How much do you know about your personality and that of the important people in your life?
How much do the experiences of your childhood influence your current behavior?
Have you considered your own genetic predispositions in terms of physical and mental health problems that have shown up in your relatives?
Did you know that those three dimensions have profound influence on your current attitudes and behavior?
Without being aware of it, beliefs formed in childhood (when we had scant information or perspective and little power) often hamper functioning in adulthood! For instance we may still hold childhood ideas about the following:
- What “success” is,
- How we should behave in relationships,
- What we can expect from others’ behavior toward us,
- Roles for women, men and children in a family,
- Whether or whom we can trust,
- Financial security versus risk-taking,
- Whether we are attractive, smart, talented, “good or bad.”

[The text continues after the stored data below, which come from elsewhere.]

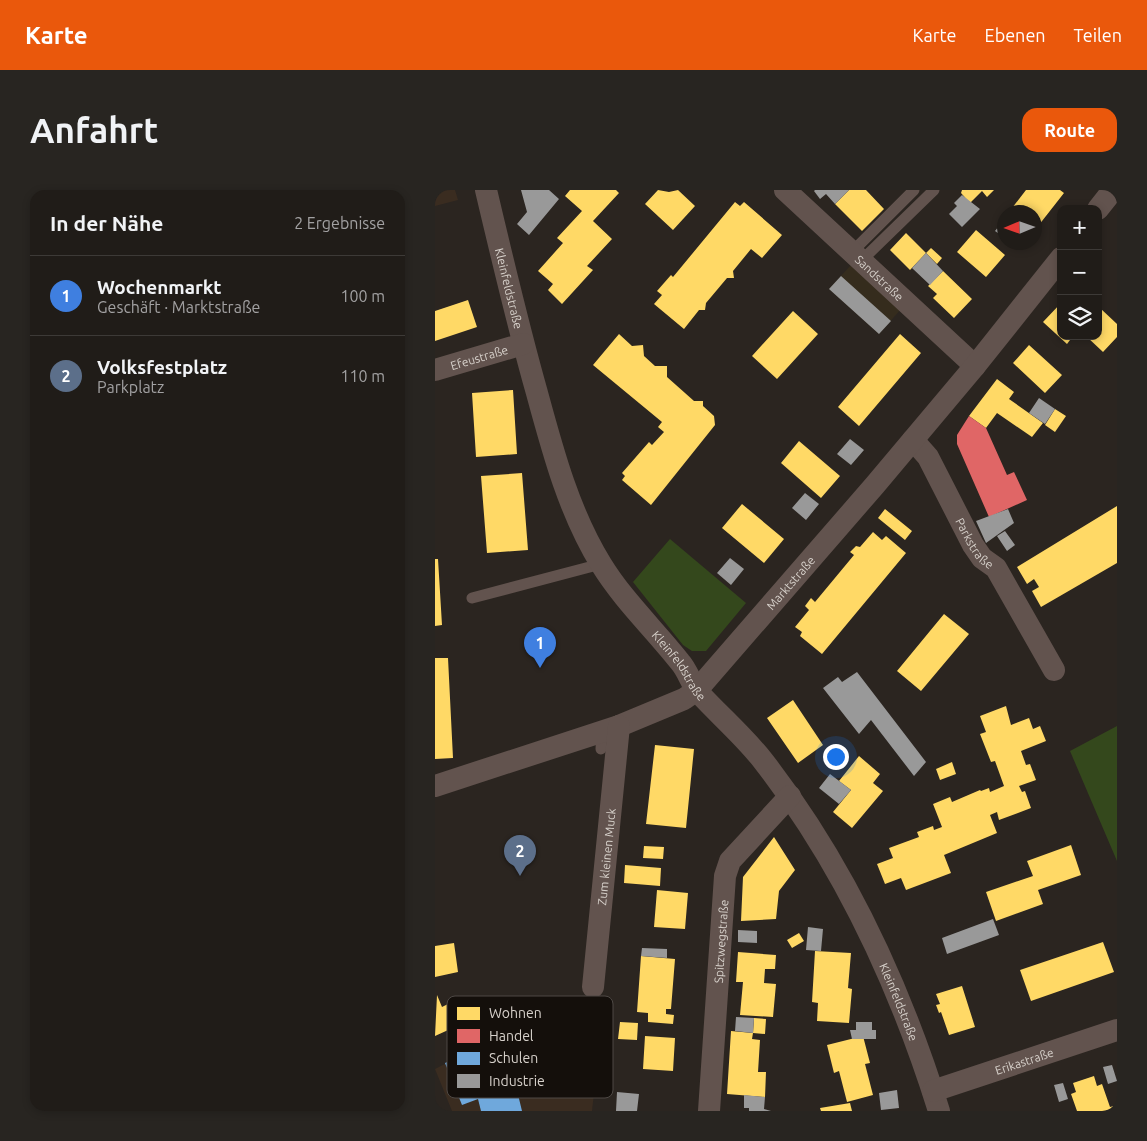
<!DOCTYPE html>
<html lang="de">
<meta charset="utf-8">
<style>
:root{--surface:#201c18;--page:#282521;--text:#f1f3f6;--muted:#a2a1a2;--line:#3d3a37;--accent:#ea580c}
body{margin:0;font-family:Ubuntu,sans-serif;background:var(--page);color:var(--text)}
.controls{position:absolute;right:15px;top:15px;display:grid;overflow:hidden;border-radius:10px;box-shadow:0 2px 8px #0003}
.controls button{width:45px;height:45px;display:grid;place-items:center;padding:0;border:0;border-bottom:1px solid var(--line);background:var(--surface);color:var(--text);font:25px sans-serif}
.compass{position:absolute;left:562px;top:15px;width:45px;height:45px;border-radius:50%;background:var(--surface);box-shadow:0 2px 8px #0003;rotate:268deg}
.you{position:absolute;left:400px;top:566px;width:18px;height:18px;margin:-12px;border:4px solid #fff;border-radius:50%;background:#1a73e8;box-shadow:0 0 0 8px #1a73e833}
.badge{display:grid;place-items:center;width:32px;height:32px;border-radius:50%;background:var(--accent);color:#fff;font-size:16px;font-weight:700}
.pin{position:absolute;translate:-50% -41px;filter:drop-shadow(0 1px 2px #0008)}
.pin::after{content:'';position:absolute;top:26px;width:18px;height:15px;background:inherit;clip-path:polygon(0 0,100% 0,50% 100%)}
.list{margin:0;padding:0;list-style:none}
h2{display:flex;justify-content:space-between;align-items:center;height:65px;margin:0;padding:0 20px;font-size:21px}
h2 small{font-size:16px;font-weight:400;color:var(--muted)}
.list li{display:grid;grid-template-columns:32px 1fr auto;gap:15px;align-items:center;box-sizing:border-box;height:80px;padding:0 20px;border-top:1px solid var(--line)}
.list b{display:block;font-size:19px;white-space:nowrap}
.list p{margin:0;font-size:16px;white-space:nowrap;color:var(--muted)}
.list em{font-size:16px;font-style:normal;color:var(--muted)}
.icon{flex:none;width:28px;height:28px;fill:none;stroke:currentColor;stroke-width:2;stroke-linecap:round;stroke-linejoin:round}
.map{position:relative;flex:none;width:682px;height:921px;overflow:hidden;border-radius:15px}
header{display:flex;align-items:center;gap:30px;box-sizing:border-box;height:70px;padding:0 25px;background:var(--accent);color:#fff}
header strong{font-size:24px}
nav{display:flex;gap:28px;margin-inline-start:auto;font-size:18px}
.intro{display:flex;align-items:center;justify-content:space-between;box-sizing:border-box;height:120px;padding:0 30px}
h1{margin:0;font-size:35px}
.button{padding:12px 22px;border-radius:15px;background:var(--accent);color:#fff;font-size:18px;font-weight:700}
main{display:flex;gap:30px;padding:0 30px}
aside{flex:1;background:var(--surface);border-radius:15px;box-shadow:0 2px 8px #0003}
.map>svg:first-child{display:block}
.industrial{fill:#352c1d}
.built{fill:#3a2c20}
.green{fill:#34481c}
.homes{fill:#ffd966}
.shops{fill:#e06666}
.schools{fill:#6fa8dc}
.industry{fill:#999}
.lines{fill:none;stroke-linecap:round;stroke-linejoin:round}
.lane{stroke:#62534e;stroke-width:11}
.street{stroke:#62534e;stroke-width:22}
.labels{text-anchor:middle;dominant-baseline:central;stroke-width:5;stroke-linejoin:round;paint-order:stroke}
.street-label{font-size:12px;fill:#d7d1cb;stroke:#140f0b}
.key{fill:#140f0b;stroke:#4e4945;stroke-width:1}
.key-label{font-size:14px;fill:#d7d1cb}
</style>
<header>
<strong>Karte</strong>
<nav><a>Karte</a><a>Ebenen</a><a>Teilen</a></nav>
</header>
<div class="intro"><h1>Anfahrt</h1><a class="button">Route</a></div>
<main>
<aside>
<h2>In der Nähe<small>2 Ergebnisse</small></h2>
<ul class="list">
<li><span class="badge" style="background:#3f7fe0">1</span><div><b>Wochenmarkt</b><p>Geschäft · Marktstraße</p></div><em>100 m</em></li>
<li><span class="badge" style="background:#5c6f8a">2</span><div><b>Volksfestplatz</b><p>Parkplatz</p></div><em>110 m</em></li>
</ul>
</aside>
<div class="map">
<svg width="682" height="921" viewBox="0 0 682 921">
<rect width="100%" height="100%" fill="#2b2520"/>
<!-- industrial -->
<path class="industrial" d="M416 75 466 119 444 144 394 99Z"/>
<!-- built -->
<path class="built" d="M0 0H20L23 10 0 16Z
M169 813 157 921H17L0 879 128 814Z"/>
<!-- green -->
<path class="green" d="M235 349 311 413 271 461H257L248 455 198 392Z
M682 536V671L635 561Z"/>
<!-- homes -->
<path class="homes" d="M135 0H181L184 3 158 31 177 49 152 76 158 80 127 114 113 100 118 94 103 81 128 53 122 48 147 21 130 6Z
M223 0 234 2 243 0 260 16 238 40 210 14Z
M414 0H431L449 19 427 41 400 14Z
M527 0H559L552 7 547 1 535 13 526 3Z
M591 0H625L629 3 600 40V22H574Z
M300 12 305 16 309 12 347 45 327 68 316 59 298 81 299 88H292L271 113 270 120H264L249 139 219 114 227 105 222 101 236 85 238 87Z
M541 40 570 65 551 87 522 62Z
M471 43 491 63 475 80 455 60Z
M496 58 507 68 502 74 491 63Z
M508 81 537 109 519 128 498 108 502 104 493 96Z
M33 110 42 137 0 151V121Z
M626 113V146H638L632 154 608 132Z
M665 118 682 134V147L668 162 651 146H663Z
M358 121 383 144 342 189 317 166Z
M184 144 197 156 208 155 209 166 220 176H232V187L259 211H268V216L279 226 280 235 216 315 187 290 190 286 187 283 214 252 217 255 229 242 223 237 227 232 158 175Z
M465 144 486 163 424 236 403 217Z
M594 155 627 185 610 203 578 173Z
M562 189 579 202 574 209 608 233 597 247 562 223 551 238 534 226Z
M78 200 82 264 41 267 37 203Z
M620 219 631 226 620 242 610 235Z
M364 251 405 286 386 308 346 273Z
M87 283 93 360 52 363 46 286Z
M307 314 349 349 329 373 287 338Z
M682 316V373L606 417 597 401 604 397 599 389 592 394 582 377Z
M450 319 477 341 470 350 443 328Z
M438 342 447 350 451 346 471 363 387 464 365 446 367 442 360 437 374 420 370 416 376 408 380 412 419 365 415 362 421 356 425 357Z
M0 369H3L7 435 0 436Z
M509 424 534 444 486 501 462 481Z
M0 468H13L18 568 0 569Z
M358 510 388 555 363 573 332 528Z
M571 516 576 535 594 528 598 539 605 536 611 551 586 561 591 575 595 574 601 590 584 596 587 602 590 601 596 618 564 630 562 622 555 625 562 643 509 665 516 683 471 700 466 688 450 694 442 674 458 668 454 658 484 647 482 642 498 636 499 640 507 637 498 614 515 607 517 612 545 600 546 601 554 598 555 602 569 596 560 571 556 572 545 544 551 542 545 526Z
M220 555 259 559 251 638 211 634Z
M424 566 445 584 438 593 448 601 417 638 398 622 416 600 404 591Z
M517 572 521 584 505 590 501 579Z
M339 647 360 680 344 701 341 729 306 731 308 687Z
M636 655 646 685 603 700 608 714 561 731 551 702 598 686 592 671Z
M209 656 229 657 228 669 208 668Z
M190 675 226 678 225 696 189 693Z
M222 700 253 703 250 739 219 737Z
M364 743 369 751 357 758 352 750Z
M668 752 679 782 596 811 585 780Z
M19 753 23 782 0 787V756Z
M380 761 416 763 413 798 417 799 414 833 382 831 383 813 377 812Z
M303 762 341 765 340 779H330L329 793 341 794 338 827 305 825 308 792H301Z
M206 766 240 769 236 819H231V824L239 825 238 834 213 832V823L202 822Z
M527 796 540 837 514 845 506 822 504 823 501 815 505 814 501 804Z
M2 805 7 817 23 809 33 831 0 846Z
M319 828 331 829 330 844 318 843Z
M185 832 203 833 202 850 183 849Z
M296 841 318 843 317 849 325 850 323 882H331L330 907 292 904Z
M210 846 240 848 238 881 208 879Z
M428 846 435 873 430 874 438 905 412 912 404 881 399 883 392 855Z
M659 886 662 896 667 894 675 917 679 916 681 921H642L636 904 641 902 638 893Z
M415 913 417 921H386L385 918Z"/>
<!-- shops -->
<path class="shops" d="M534 226 551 238 572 285 579 282 592 310 554 327 522 254V245Z"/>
<!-- schools -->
<path class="schools" d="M130 819 148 856 79 888 87 921H46L43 909 27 915 10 873Z"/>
<!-- industry -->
<path class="industry" d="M86 0H114L124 9 94 45 82 34 92 22Z
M380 0H414L400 14 391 4 385 9 379 1Z
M527 5 545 19 527 37 514 24 522 16 519 13Z
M570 28V48L560 41Z
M491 63 508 81 495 95 477 78Z
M406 86 456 131 444 144 394 99Z
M604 208 620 219 610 234 594 223Z
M415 249 429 260 416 275 402 264Z
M370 303 384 314 371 330 357 318Z
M573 319 579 333 551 353 541 331Z
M570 341 580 355 572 361 562 346Z
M295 368 309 379 296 395 282 383Z
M422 482 491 572 479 586 436 530 424 544 388 498 403 487 407 492Z
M395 584 416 600 404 614 384 598Z
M558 729 564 745 512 764 507 748Z
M373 737 388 739 386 761 371 760Z
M303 740 322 741V753L303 752Z
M207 758 232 759V768L206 766Z
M301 827 319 828 318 843 300 841Z
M421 832H437V840H441V849H417L415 840H421Z
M677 875 682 891 673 894 668 877Z
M628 893 633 909 624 912 619 895Z
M462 900 464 918 446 920 444 903Z
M182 902 204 904 202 921H181Z
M309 905 330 907 329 919 336 921H314V918H309Z"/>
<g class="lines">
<!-- lane -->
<path class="lane" d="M416 63 479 0
M425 72 499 0
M37 408 166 374
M166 559 167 542"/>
<!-- street -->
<g class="street">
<path id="s1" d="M51 0C67 68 83 136 102 203 118 262 134 322 166 374 188 410 219 439 245 472 253 481 256 494 264 503 285 526 310 547 329 572 409 675 465 796 504 921"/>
<path id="s2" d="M350 0 540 176"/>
<path d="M663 19 678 0"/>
<path id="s3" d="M0 180 88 154"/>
<path id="s4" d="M478 250 493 267 538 355 547 368 561 378 619 480"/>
<path id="s5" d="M0 596 184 536 249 509 262 500 440 295 540 176 626 68"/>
<path id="s6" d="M158 797 184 536"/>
<path id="s7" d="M498 901 682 840"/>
<path id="s8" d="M274 921 290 686 295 671 355 606"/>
</g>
</g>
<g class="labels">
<!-- street labels -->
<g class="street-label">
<text stroke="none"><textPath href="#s2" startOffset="129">Sandstraße</textPath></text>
<text stroke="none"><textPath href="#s1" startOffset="101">Kleinfeldstraße</textPath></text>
<text stroke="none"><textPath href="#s3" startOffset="46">Efeustraße</textPath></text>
<text stroke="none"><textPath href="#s4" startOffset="121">Parkstraße</textPath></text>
<text stroke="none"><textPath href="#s5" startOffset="422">Marktstraße</textPath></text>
<text stroke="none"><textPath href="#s1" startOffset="521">Kleinfeldstraße</textPath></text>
<text stroke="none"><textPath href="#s6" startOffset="131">Zum kleinen Muck</textPath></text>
<text stroke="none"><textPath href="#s8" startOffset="170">Spitzwegstraße</textPath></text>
<text stroke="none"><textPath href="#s1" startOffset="926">Kleinfeldstraße</textPath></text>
<text stroke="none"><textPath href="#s7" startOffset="96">Erikastraße</textPath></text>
</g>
</g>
<!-- legend -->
<rect x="12" y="806" width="166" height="102" rx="8" class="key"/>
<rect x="22" y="817" width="23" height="13" fill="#ffd966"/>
<rect x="22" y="839" width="23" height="14" fill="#e06666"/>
<rect x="22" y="862" width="23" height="13" fill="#6fa8dc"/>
<rect x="22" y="884" width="23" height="14" fill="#999"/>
<g class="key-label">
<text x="54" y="828">Wohnen</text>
<text x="54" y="851">Handel</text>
<text x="54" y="873">Schulen</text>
<text x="54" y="896">Industrie</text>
</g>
</svg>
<div class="controls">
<button>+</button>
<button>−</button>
<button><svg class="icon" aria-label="layers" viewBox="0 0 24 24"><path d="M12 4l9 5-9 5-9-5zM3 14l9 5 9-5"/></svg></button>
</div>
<svg class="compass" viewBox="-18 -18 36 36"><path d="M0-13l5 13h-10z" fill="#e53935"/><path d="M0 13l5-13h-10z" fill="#a2a1a2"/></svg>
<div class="you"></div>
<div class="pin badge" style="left:105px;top:478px;background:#3f7fe0">1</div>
<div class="pin badge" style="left:85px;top:686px;background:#5c6f8a">2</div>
</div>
</main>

Before we had any significant power to determine how to live our lives, we were deeply affected (programmed) by parents, siblings, other family members, family friends, caretakers, teachers, classmates, friendships, perceived success in school, other activities and relationships as well as powerful societal, socio-economic, cultural and religious factors.
If we learn we have unwelcome genetic predispositions, we can be forewarned and plan accordingly. When we learn about our temperament and personality and that of others who are important in our lives, we can respect those differences and discover how to interact with them to achieve relatively harmonious relationships.
Without some understanding of the dimensions described above, and without deciding – as adults – what attitudes and behavior we value and want to emulate, we’re likely to behave in programmed, automatic ways that are unlikely to make us proud of ourselves.